Net woes hit fed market

The federal market has begun to feel the tremors from the nationwide shake-up in the Internet industry.

The federal market has begun to feel the tremors from the nationwide shake-up in the Internet industry.

FedBid.com, a commercial Web site that enables agencies to band together and use reverse auctions to streamline the buying process and get the best prices, unexpectedly took its site offline about two weeks ago.

A message at FedBid's Web site (www.fedbid. com) said that the site had been shut down for the holidays and would reopen Jan. 8. Media inquiries were directed to Phillip Fuster, the president and CEO of the Germantown, Md.-based company, but he did not return calls. The move comes at a time when many dot-coms that are trying to carve a business out of the burgeoning electronic government market face increased challenges, such as slower-than-expected government acceptance of online models and tightening supplies of venture capital to finance their operations.
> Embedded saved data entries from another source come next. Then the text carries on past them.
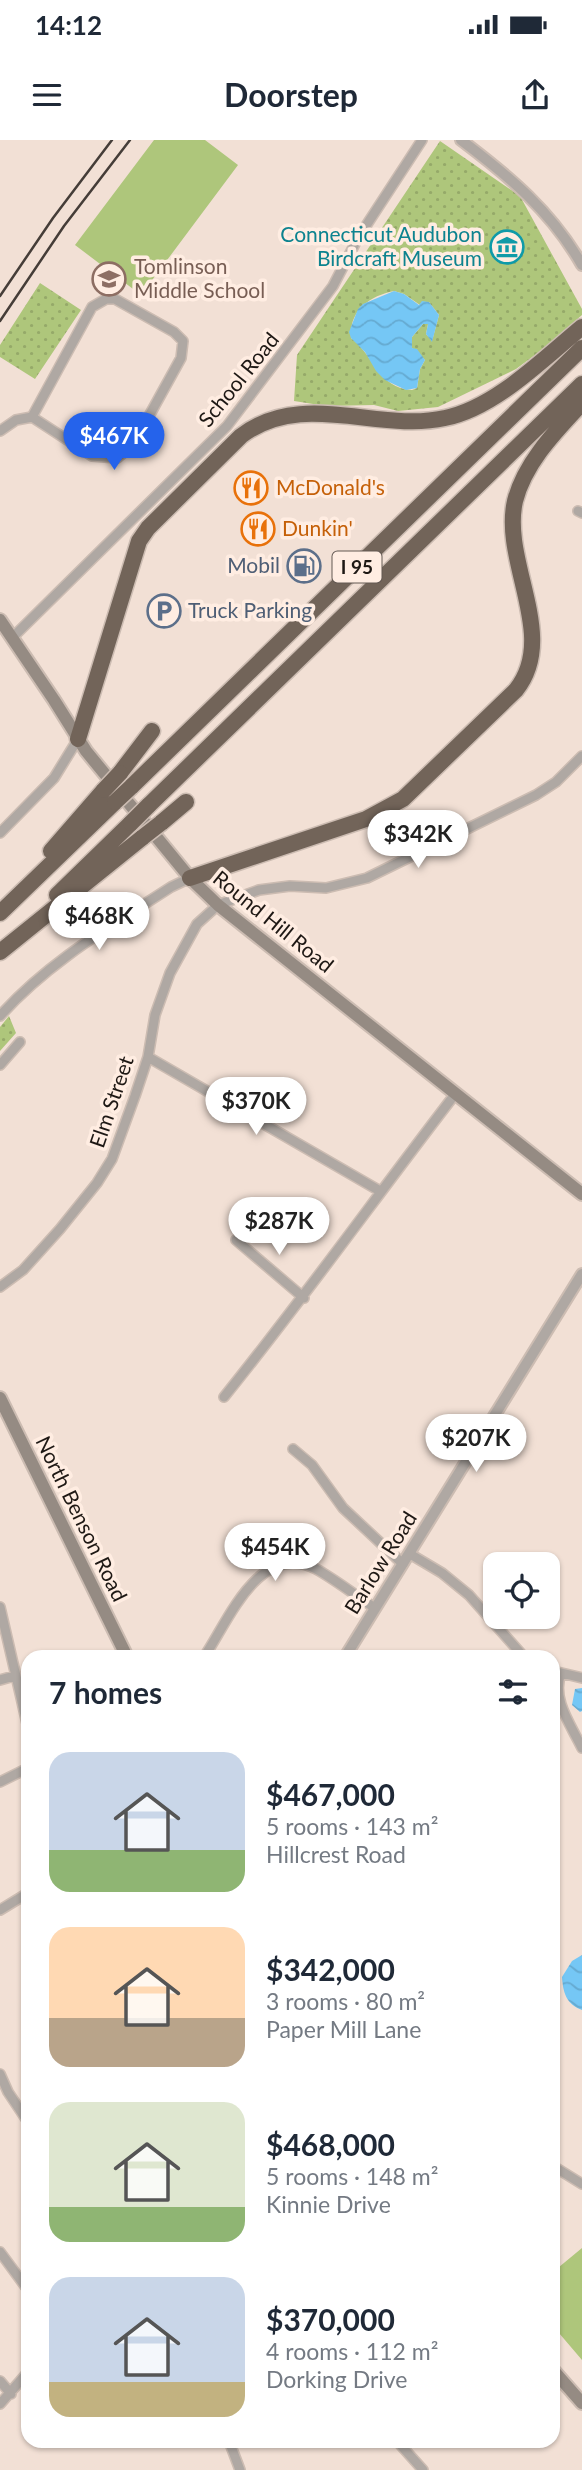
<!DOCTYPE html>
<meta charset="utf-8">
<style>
:root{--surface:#fff;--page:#f6f6f7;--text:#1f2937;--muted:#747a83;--accent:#2563eb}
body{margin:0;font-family:Lato,sans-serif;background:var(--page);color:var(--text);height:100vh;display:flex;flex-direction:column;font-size:26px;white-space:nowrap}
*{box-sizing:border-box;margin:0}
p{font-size:23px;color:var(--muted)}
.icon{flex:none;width:38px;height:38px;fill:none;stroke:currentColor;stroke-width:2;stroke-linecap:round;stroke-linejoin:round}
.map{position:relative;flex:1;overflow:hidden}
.details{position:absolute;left:21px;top:1510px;width:539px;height:798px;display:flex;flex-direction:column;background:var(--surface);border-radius:21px;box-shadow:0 2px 5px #0004}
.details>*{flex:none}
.fabs{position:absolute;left:483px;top:1412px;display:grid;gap:14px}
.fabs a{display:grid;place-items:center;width:77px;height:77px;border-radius:14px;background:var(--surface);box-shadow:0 2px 5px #0004;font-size:35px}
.price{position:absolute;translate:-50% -60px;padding:0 16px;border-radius:24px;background:#fff;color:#222;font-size:23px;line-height:46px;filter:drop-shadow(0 2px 4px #0008)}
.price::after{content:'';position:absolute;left:50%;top:42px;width:21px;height:16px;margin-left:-10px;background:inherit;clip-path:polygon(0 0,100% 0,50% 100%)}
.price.on{background:var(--accent);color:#fff}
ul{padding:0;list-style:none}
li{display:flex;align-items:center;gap:21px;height:175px;padding:0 28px}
li span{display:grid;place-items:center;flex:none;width:196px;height:140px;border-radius:21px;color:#555}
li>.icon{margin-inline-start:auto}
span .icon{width:84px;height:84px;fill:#fffc;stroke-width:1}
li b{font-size:30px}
h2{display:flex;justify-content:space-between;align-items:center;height:84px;padding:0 28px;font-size:30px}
.status{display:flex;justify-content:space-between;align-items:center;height:49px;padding:0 35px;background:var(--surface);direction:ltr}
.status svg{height:19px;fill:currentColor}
header{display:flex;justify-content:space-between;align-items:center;height:91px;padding:0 28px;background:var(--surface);font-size:32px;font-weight:700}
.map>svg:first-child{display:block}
.green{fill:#aec67b}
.park{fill:url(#park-dots);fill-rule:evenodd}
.water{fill:url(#water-waves)}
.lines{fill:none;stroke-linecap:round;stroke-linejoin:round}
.minor-casing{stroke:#ccbcb2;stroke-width:12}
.tertiary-casing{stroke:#ccbcb2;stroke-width:14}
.secondary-casing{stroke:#ccbcb2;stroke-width:16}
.motorway-casing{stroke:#ccbcb2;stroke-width:19}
.minor{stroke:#afa8a3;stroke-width:9}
.tertiary{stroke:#afa8a3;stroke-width:10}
.secondary{stroke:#958b83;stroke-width:12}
.motorway{stroke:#726459;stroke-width:16}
.rail{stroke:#453d38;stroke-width:2.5}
.motorway-bridge-casing{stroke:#ccbcb2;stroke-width:19;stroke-linecap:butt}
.motorway-bridge{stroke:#726459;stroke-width:16}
.labels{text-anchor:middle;stroke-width:7;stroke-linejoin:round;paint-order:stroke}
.shield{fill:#ffede2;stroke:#625852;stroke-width:2}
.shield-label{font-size:19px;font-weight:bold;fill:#1e1814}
.culture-label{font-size:21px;fill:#0d838f;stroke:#ffede2;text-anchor:end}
.education-label{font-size:21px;fill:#785e54;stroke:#ffede2;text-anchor:start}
.street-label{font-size:21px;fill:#1e1814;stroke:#ffede2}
.food-label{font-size:21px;fill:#c56008;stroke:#ffede2;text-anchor:start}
.service-label{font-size:21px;fill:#4e5e75;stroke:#ffede2;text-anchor:end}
</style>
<div class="status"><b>14:12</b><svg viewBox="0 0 49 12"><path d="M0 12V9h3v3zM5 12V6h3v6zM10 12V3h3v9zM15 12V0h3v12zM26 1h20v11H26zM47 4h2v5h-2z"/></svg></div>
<header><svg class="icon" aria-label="menu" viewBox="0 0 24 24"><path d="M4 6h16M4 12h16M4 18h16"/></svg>Doorstep<svg class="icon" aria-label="share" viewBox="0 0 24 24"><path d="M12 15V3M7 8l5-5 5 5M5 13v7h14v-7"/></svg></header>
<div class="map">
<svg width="582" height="2330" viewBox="0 0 582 2330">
<defs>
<pattern id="park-dots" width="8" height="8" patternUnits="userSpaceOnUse" patternTransform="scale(1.75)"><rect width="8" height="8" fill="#aec67b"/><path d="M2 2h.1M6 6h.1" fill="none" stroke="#95a969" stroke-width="1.8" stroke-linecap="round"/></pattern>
<pattern id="water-waves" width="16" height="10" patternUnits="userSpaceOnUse" patternTransform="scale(1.75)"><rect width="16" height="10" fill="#75c7f5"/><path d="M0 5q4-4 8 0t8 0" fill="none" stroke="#65aad1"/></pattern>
</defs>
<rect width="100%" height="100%" fill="#f2e0d5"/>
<path class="green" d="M154,0H205L238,25L141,155L75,105Z
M582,2108V2220L553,2186V2132Z"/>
<path class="park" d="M440,1L520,56L582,169V175L543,209L516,229L438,267L398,271L374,265L326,266L294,261L297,215ZM394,151L404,154L420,165L429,162L439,175L432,201L426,194L428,184H423L412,197V208L425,220L420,229L417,248L412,250C378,248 374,215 351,198C349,171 369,156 394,151Z
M40,143L81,170L35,239L0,217V205Z
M9,876L16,893L0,911V887Z"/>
<path class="water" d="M394,151L404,154L419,165L422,161L429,162L439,175L432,202L426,194L428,184H423L412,197V208L417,209L425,220L420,229L417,248L406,250L385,240L376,231L365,212L351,198L349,192L358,169L363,164Z
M582,1548V1571L580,1572L572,1565L575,1549Z
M582,1815V1870C566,1864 563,1852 562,1837L572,1821Z"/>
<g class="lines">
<defs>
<path id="minor" d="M106,159H115L174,192L183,201L181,218L133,305L117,318L92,316L32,277L92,167Z
M0,291L16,280L32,277
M578,371L582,373
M12,498L227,286L333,146L358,98L422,0
M0,693L54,638L78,599
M0,876C48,822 111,786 171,747L190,738
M148,917L380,1051
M0,925L20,902
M236,1100L304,1158
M0,1147L23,1130L60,1089L97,1043L112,1019L135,956L148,917L155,875L170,833L197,784L218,765L259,750L290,746L326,748L367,738L536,655L556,642L582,616
M224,1257C304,1158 378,1054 456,953
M293,1309L312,1325L343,1368L403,1424
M410,1414L442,1433L469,1455L524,1517
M0,1467L28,1588
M204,1517C228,1482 259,1400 316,1429C336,1440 356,1456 375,1468
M553,1531L582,1538
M561,1533C551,1559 571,1585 582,1608
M0,1540L14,1536
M0,1642L28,1628
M0,1770L28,1753
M0,1934L8,1952L28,1982
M553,2026L582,2044
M0,2112L28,2150
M0,2241L11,2254
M0,2264L28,2232
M229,2301L240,2330
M397,2301L423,2330"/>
<path id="tertiary" d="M461,0C510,37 551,71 582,125
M345,1517L582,1134"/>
<path id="secondary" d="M0,480L54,560L86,611L190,738L218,765L582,1054
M0,1258L127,1517
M553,2230L582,2263"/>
<path id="motorway" d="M78,599L139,401L148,388L241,296C302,249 378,293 445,278C495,268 543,219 582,187
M120,633L152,591
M131,647L582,208
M148,666L582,244
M161,683L186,662
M51,711L104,650
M190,738L366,679L403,659L516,550C559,496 501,422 515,361C525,322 556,291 582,263
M57,755L131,683
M0,773L115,662
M0,812L143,697"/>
</defs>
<use href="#minor" class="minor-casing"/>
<use href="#tertiary" class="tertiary-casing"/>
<use href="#secondary" class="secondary-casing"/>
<use href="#motorway" class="motorway-casing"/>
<use href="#minor" class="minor"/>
<use href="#tertiary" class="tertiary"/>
<use href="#secondary" class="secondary"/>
<use href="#motorway" class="motorway"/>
<path class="rail" d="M0,156L53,78L112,0
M0,181L64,86L130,0"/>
<defs>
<path id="motorway-bridge" d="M104,650L120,633
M115,662L131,647
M131,683L148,666
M143,697L161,683"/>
</defs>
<use href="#motorway-bridge" class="motorway-bridge-casing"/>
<use href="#motorway-bridge" class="motorway-bridge"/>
</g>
<defs>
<symbol id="museum-ring" viewBox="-11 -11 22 22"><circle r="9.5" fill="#ffede2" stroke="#0f9aa8" stroke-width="1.5"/><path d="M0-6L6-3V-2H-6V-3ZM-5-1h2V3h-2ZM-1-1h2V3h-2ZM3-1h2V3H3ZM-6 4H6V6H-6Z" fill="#0f9aa8"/></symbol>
<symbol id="school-ring" viewBox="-11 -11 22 22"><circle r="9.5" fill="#ffede2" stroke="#8d6e63" stroke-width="1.5"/><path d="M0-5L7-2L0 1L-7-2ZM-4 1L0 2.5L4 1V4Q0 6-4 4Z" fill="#8d6e63"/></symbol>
<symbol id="restaurant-ring" viewBox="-11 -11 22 22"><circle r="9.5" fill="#ffede2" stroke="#e8710a" stroke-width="1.5"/><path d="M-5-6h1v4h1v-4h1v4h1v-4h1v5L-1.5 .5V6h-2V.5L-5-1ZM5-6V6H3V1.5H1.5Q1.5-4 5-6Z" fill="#e8710a"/></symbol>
<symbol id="fuel-ring" viewBox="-11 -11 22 22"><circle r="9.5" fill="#ffede2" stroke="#5c6f8a" stroke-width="1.5"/><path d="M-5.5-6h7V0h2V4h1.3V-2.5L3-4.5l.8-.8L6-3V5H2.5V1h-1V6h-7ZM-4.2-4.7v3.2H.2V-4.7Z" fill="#5c6f8a"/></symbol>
<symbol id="parking-ring" viewBox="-11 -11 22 22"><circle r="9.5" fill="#ffede2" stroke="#5c6f8a" stroke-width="1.5"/><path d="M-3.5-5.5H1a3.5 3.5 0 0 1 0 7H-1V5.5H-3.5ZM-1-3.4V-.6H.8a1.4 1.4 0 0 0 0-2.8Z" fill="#5c6f8a"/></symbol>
</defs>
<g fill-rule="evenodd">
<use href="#museum-ring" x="488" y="88" width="38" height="38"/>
<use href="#school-ring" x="90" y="120" width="38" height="38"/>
<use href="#restaurant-ring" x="232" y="329" width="38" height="38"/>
<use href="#restaurant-ring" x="239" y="370" width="38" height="38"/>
<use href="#fuel-ring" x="285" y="407" width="38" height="38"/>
<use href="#parking-ring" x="145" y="452" width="38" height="38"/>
</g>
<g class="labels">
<rect class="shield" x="332.5" y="411.5" width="49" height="31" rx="5"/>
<g class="shield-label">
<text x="357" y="434">I 95</text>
</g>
<g class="culture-label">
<text x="482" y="102">Connecticut Audubon<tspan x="482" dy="24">Birdcraft Museum</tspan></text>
</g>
<g class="education-label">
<text x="134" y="134">Tomlinson<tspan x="134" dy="24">Middle School</tspan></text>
</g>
<g class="street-label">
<text transform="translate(239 240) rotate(-51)" y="7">School Road</text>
<text transform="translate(273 782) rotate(39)" y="7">Round Hill Road</text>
<text transform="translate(112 962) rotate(-71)" y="7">Elm Street</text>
<text transform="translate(81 1379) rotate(64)" y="7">North Benson Road</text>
<text transform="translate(381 1423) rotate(-58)" y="7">Barlow Road</text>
</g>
<g class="food-label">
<text x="276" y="355">McDonald's</text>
<text x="282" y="396">Dunkin'</text>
</g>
<g class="service-label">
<text x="280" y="433">Mobil</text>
<text x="188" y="478" text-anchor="start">Truck Parking</text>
</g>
</g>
</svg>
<div class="fabs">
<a><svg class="icon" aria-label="locate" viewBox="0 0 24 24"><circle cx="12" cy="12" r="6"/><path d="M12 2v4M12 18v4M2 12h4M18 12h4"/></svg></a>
</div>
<b class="price on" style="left:114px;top:332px">$467K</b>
<b class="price" style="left:418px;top:730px">$342K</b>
<b class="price" style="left:99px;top:812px">$468K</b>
<b class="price" style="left:256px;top:997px">$370K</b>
<b class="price" style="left:279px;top:1117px">$287K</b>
<b class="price" style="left:476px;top:1334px">$207K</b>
<b class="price" style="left:275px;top:1443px">$454K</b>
<section class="details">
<h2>7 homes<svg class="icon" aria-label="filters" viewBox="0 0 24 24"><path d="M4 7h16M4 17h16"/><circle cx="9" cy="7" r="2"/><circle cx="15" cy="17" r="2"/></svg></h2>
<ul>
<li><span style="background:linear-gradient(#c9d6e8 70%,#8fb573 0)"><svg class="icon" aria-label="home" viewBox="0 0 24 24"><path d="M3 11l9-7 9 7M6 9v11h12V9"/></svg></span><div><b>$467,000</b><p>5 rooms · 143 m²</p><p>Hillcrest Road</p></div></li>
<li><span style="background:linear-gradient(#ffd9b3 65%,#b9a48a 0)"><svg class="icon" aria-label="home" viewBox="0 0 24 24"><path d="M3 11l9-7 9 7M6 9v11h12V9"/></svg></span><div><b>$342,000</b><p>3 rooms · 80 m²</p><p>Paper Mill Lane</p></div></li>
<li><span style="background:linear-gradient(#dfe7d0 75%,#8fb573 0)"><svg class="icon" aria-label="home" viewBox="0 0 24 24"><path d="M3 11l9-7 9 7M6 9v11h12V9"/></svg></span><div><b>$468,000</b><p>5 rooms · 148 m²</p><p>Kinnie Drive</p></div></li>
<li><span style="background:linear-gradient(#c9d6e8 75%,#c2b280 0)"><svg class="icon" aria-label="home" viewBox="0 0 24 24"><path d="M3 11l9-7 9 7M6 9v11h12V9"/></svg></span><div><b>$370,000</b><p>4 rooms · 112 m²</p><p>Dorking Drive</p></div></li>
</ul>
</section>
</div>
Harold Gracey, former CIO for the Department of Veterans Affairs and now vice president of government affairs for FedBid.com, said that the company does indeed plan to resume Web operations Jan. 8. Although he is confident that the future is still bright for companies such as FedBid.com that can help streamline government procurement, he acknowledged that the general business climate for government-focused dot-coms was difficult during the second half of last year.

"The government's speed of change is not fast — it is cautious by design," Gracey said. "Timing is another issue. We're in the last year of an administration, and then the long and rather strange election period and delayed transition aren't the best times to start off new things. The leadership [at agencies] is hesitant to do something new given that they'll be answering to a new boss."

In July 2000, FedBid.com raised $5 million in its first round of funding. The company started shopping for a badly needed second round of money near the end of last year, according to Tom Meagher, vice president for equity research at BB&T Capital Markets, Vienna, Va., but it's going to be tough going, as the market for venture capital has tightened significantly.

"The market is 180 degrees different compared with last April, when money was being thrown round pretty much willy-nilly," Meagher said.

Similar stories are playing out elsewhere in the federal market.

FedCenter.com, a Web-based business-to-government marketplace operated by Herndon, Va.-based Digital Commerce Corp., whittled its payroll from 285 employees last March to just more than 200 by year's end, according to company executives, and closed two of its 10 sales offices.

And govWorks Inc., a New York City-based company that helps state and local governments provide online services to citizens and has plans to expand into the federal market, went through a restructuring process that culminated in numerous layoffs in November.